◆ WHAT TO PRODUCE:
Among the lines of the records, find all that carry the word "canvas" and copy them.

◆ THE INPUT:
------------------------

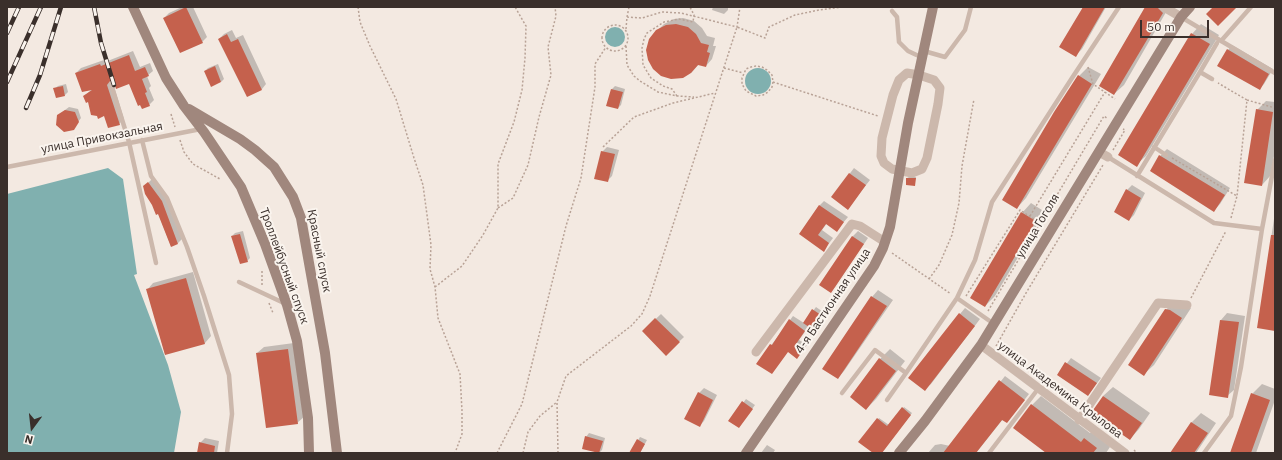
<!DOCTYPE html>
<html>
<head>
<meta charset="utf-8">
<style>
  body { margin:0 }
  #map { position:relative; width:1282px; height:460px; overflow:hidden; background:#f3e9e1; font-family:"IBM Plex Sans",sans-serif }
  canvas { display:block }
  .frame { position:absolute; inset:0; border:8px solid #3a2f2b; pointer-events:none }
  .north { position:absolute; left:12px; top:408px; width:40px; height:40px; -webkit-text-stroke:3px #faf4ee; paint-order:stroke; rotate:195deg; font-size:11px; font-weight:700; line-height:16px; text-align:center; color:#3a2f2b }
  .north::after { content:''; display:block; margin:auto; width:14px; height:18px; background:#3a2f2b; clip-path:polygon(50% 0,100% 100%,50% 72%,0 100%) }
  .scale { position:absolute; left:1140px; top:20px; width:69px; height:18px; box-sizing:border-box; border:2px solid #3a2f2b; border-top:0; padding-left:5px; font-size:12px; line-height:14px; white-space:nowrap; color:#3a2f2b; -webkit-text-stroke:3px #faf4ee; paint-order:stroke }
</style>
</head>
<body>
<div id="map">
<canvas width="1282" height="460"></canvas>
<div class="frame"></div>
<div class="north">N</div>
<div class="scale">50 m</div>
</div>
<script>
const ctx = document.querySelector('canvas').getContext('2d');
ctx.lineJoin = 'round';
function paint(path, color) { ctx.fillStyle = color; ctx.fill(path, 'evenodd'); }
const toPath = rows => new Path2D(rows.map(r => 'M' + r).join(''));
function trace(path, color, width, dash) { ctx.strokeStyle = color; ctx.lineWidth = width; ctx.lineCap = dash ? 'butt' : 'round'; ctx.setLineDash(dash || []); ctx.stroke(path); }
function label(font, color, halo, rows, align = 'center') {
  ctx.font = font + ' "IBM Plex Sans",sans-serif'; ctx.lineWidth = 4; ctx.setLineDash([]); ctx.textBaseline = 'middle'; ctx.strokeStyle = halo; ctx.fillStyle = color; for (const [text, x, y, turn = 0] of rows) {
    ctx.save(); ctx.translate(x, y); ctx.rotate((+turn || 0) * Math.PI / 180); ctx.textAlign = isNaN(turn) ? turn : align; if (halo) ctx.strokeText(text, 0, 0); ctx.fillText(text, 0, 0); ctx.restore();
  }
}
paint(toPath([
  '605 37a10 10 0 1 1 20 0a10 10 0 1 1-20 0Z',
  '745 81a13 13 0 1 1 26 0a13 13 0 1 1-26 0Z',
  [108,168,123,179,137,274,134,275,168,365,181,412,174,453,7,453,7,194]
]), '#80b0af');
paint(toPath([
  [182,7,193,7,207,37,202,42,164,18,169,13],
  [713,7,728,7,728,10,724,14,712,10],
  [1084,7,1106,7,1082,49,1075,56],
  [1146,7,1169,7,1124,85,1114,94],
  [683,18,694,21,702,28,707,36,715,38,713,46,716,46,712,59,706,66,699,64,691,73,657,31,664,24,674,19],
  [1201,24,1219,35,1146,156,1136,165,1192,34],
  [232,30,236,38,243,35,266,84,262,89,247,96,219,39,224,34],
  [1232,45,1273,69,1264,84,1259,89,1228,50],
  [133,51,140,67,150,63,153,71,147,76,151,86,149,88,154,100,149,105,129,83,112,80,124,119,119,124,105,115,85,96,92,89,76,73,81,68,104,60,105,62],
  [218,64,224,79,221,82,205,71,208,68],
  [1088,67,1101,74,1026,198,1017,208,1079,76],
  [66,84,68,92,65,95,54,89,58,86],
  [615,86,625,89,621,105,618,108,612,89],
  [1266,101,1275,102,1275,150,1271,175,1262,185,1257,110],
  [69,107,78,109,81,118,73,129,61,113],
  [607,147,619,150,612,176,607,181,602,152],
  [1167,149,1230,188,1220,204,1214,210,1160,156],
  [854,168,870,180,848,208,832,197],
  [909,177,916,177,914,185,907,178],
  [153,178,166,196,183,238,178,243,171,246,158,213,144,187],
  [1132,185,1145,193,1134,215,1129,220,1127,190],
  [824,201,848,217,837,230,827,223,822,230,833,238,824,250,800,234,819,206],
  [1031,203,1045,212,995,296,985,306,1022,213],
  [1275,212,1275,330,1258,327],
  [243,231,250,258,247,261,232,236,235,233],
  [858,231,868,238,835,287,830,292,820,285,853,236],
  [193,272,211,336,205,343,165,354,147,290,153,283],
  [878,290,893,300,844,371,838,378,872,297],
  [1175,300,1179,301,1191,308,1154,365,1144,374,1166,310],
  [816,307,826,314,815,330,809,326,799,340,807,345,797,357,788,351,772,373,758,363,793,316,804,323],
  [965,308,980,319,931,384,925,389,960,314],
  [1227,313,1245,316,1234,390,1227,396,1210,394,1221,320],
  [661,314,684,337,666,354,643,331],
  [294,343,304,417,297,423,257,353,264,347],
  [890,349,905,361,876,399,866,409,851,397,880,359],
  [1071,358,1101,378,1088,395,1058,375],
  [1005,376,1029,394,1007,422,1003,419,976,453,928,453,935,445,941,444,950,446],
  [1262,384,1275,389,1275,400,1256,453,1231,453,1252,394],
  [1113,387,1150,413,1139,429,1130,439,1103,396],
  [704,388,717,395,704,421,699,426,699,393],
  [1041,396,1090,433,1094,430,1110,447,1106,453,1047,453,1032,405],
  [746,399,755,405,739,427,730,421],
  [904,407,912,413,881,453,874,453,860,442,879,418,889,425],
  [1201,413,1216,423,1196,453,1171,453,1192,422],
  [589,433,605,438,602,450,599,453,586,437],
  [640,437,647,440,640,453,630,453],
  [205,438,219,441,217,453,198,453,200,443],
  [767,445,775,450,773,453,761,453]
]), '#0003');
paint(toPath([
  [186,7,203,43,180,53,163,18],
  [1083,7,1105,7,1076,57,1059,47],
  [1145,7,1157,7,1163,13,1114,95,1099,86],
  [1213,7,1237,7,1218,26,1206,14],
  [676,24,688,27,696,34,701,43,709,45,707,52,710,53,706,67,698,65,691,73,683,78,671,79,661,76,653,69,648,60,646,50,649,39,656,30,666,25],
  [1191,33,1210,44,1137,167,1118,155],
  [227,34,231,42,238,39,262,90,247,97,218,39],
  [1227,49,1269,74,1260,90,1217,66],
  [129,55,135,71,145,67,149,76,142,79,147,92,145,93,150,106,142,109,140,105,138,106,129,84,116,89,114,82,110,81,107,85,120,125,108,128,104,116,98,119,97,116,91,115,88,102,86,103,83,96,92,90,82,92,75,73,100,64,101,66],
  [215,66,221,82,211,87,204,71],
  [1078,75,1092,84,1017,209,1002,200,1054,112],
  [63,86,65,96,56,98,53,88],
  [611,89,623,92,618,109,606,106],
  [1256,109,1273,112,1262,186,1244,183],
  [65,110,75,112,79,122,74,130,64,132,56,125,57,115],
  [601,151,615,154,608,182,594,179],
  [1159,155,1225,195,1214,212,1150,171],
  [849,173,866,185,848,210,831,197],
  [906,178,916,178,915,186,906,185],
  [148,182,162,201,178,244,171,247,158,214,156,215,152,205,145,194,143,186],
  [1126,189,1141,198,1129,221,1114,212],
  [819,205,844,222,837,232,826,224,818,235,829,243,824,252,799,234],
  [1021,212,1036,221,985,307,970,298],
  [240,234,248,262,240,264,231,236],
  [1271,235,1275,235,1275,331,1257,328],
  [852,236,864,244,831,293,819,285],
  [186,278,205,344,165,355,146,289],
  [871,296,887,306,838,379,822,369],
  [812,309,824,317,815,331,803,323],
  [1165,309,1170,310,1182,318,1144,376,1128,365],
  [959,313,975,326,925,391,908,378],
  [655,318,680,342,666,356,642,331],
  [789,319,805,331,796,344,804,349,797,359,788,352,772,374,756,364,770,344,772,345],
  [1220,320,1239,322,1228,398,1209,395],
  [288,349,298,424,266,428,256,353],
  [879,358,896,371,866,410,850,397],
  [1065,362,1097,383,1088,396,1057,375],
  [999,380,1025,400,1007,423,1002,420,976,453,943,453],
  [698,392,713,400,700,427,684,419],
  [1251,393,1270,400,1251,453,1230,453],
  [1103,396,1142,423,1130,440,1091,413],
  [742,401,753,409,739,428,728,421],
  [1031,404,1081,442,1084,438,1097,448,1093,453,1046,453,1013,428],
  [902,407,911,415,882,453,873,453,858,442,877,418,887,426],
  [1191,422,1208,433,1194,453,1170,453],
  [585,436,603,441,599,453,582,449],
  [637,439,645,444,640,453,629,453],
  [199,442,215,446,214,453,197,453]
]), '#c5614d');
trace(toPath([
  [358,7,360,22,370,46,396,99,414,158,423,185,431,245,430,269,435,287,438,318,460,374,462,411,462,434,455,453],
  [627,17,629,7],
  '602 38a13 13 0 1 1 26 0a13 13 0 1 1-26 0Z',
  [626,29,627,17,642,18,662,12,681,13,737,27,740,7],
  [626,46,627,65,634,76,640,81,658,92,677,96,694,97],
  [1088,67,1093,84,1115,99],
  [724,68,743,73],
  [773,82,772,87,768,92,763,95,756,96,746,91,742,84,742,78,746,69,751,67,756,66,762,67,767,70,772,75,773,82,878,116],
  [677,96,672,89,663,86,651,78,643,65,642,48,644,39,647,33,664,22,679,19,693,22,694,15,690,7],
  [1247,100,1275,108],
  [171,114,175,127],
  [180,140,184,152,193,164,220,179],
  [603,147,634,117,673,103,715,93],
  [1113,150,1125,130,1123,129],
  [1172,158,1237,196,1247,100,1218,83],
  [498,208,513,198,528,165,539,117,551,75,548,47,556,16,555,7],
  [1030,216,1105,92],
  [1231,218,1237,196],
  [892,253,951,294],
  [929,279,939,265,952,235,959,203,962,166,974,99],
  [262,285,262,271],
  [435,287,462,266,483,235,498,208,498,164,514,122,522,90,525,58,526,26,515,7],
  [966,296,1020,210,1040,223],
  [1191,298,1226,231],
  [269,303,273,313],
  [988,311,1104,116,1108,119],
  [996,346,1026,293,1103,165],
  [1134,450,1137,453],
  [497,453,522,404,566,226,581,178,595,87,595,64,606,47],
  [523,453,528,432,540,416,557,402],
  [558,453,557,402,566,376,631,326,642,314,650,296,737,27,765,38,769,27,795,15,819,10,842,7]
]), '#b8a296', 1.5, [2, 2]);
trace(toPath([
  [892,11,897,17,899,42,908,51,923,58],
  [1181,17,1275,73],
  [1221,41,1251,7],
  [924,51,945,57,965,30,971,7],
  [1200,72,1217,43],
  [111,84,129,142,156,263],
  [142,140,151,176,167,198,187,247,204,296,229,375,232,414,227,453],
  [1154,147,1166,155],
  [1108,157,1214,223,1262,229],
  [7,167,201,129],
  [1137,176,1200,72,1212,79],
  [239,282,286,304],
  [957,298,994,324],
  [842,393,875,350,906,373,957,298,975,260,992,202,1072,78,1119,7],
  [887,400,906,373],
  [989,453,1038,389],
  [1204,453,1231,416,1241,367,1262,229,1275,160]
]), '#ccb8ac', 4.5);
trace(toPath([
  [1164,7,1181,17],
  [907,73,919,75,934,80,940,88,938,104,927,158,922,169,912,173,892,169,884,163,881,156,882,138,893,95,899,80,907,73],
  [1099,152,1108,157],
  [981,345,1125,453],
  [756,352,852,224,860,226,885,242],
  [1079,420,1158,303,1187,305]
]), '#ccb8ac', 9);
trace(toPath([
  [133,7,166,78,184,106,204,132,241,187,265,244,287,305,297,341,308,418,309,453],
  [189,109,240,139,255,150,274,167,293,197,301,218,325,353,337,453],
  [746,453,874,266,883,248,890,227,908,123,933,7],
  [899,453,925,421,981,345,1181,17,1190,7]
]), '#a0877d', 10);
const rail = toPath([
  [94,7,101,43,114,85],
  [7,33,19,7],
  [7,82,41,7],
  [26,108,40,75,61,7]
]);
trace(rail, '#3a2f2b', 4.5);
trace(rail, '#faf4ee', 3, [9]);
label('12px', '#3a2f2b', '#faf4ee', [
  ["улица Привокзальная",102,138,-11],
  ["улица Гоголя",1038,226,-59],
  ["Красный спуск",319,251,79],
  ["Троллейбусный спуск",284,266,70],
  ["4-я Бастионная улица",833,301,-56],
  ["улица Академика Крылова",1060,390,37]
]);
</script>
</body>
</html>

------------------------

◆ OUTPUT FOR THIS EXERCISE:
  canvas { display:block }
<canvas width="1282" height="460"></canvas>
const ctx = document.querySelector('canvas').getContext('2d');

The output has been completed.